Comme la musique, le facteur plaisir est également au premier plan dans les textes. D'ailleurs, Nico Sallach (chant depuis 2020), Kevin Ratajczak (clavier et chant), Pascal Schillo, Daniel Haniß (tous deux guitaristes), Daniel Klossek (basse) et David Friedrich (batterie) ne se prennent pas trop au sérieux, ni leur musique. Ils font tout simplement ce qu'ils ont envie de faire, que ce soit dans leurs chansons décalées ou dans leurs clips musicaux délicieusement déjantés. Et ils collaborent systématiquement avec qui ils veulent, sans se soucier de ce que les autres pourraient penser. Le single "Best Day", sur lequel Electric Callboy fait cause commune avec Sido, en est un exemple. Parmi les nombreuses versions de "Hypa Hypa", on trouve également quelques artistes en featuring inhabituels. Ainsi, le groupe de Castrop-Rauxel a enregistré son tube festif avec, entre autres, Sasha, Saltatio Mortis, Gestört aber GeiL, The BossHoss et les 257ers. Les versions avec Axel One et We Butter the Bread with Butter sont déjà plus proches des genres. Mais le mélange de différents styles musicaux est justement le concept d'Electric Callboy - et cela fonctionne à merveille, comme le prouvent notamment les chiffres de vente et de streaming.
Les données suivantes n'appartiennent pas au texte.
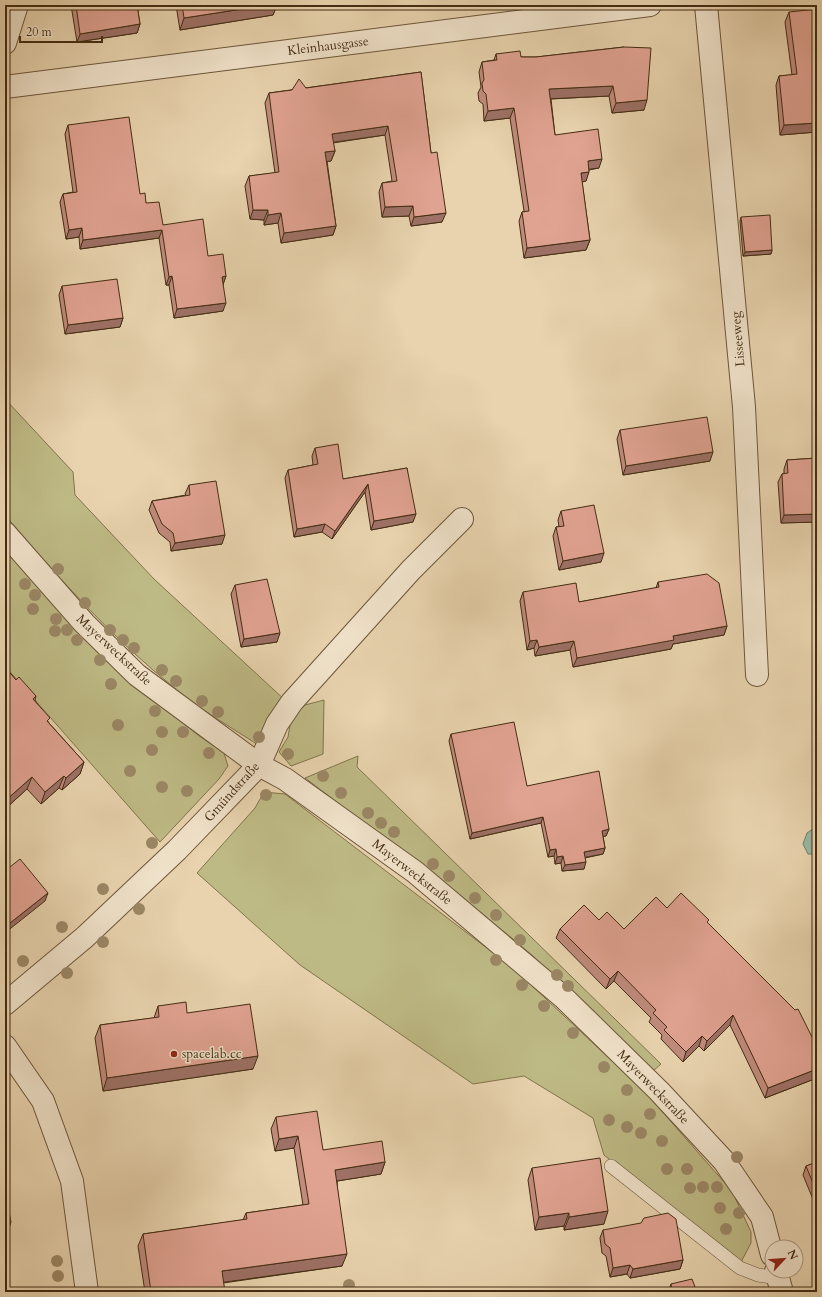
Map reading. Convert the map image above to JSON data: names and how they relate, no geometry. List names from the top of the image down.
{
  "streets": {
    "street": [
      "Kleinhausgasse",
      "Lisseeweg",
      "Mayerweckstraße",
      "Gmündstraße"
    ]
  },
  "crossings": [
    ["Mayerweckstraße", "Gmündstraße"]
  ],
  "places": ["spacelab.cc"],
  "scale_bar": "20 m",
  "north": "top right"
}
Electric Callboy à la conquête du monde
Lorsque le groupe démarre en 2010 sous le nom d'Eskimo Callboy - à l'époque avec le batteur Michael Malitzki et le chanteur Sebastian "Sushi" Biesler - leur train de la fête metalcore prend rapidement de la vitesse. Les garçons sortent un premier EP éponyme et autodistribué l'année même de leur fondation. Deux ans plus tard, le style métal-électro qui deviendra la marque de fabrique du quintette se cristallise sur le premier album "Bury Me in Vegas". Et c'est justement ce style qui est très bien accueilli - l'album suivant, "We Are the Mess", se classe en 2014 dans le top 10 des charts allemands des albums. À cette époque, Michael Malitzki a déjà passé les baguettes de batterie à David Friedrich. Ce dernier devrait être connu des téléspectateurs attentifs de la téléréalité pour avoir participé à la saison 2017 de "Bachelorette" ainsi qu'au "Dschungel-Camp" 2018. Au sein de la scène metal, dans laquelle Eskimo ou Electric Callboy peuvent être classés malgré leur mélange de styles, ils deviennent un phénomène mondial - ils déchaînent la foule au Wacken comme au Japon.
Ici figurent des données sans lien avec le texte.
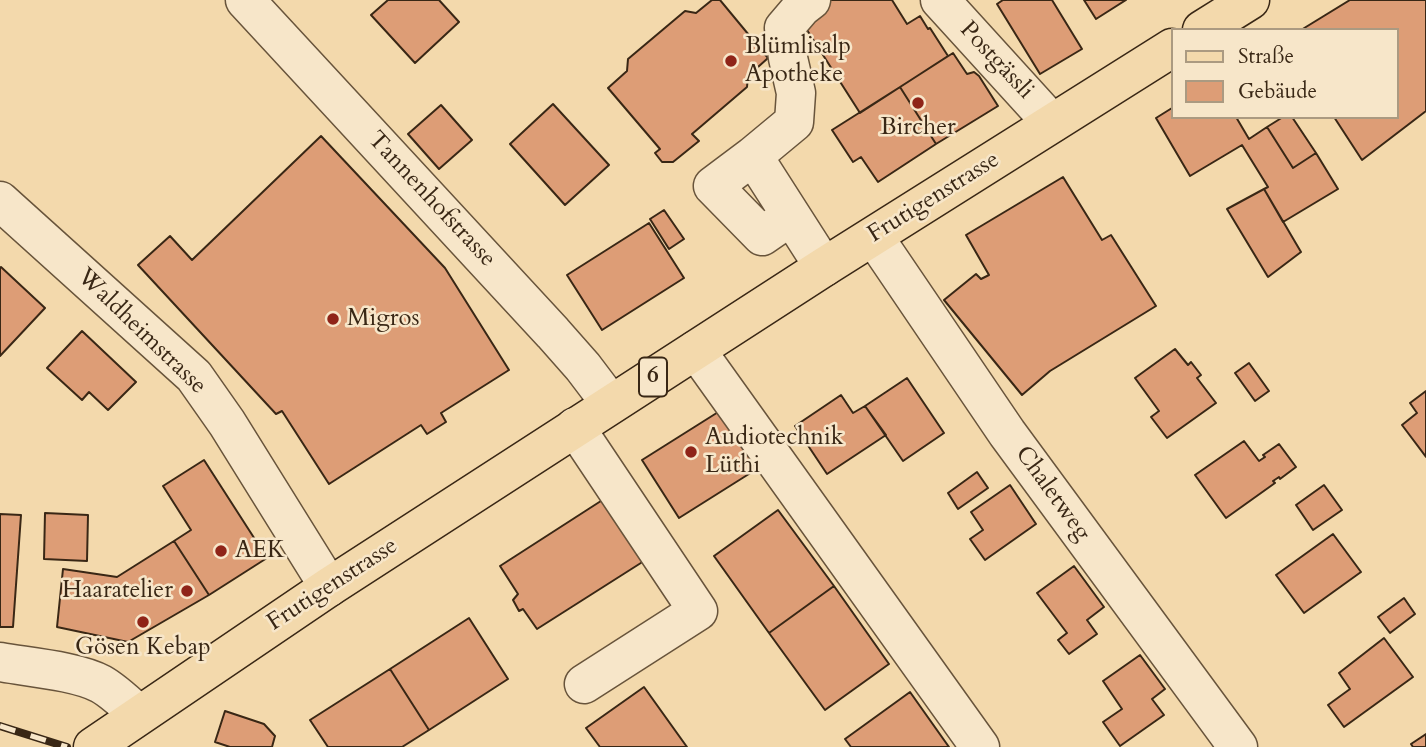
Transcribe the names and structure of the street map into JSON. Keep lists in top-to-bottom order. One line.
{"streets":{"main road":["Frutigenstrasse","6"],"street":["Postgässli","Tannenhofstrasse","Waldheimstrasse","Chaletweg"]},"crossings":[["Postgässli","Frutigenstrasse"],["Frutigenstrasse","Tannenhofstrasse"],["Frutigenstrasse","Waldheimstrasse"],["Frutigenstrasse","Chaletweg"]],"places":["Blümlisalp Apotheke","Bircher","Migros","Audiotechnik Lüthi","AEK","Haaratelier","Gösen Kebap"],"legend":["Straße","Gebäude"]}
Depuis lors, la hype autour d'Electric Callboy ne faiblit pas. Après "Crystals" et "The Scene", les parties électro prennent encore un peu plus de place sur "Rehab" (2019) et l'EP "MMXX" de 2020, ce qui permet à la musique de cette joyeuse troupe de répondre pleinement à la définition du trancecore. Le départ du chanteur Sebastian Biesler en 2020 aurait-il un lien avec cette évolution ? Ce qui est sûr, c'est que son successeur "Nitro Nico" fait un travail impeccable, comme il l'a déjà prouvé sans aucun doute sur "Hypa Hypa", le premier single avec lui au micro. Le nouveau nom du groupe, Electric Callboy, va également comme un gant. 2022 n'apporte pas seulement un nouveau nom aux Callboys, non, ils créent également leur propre festival : l'Escalation Fest. Les Electric Callboys sont en train de conquérir le monde - et sont toujours prêts à surprendre. Dans ce sens : "Hypa Hypa" !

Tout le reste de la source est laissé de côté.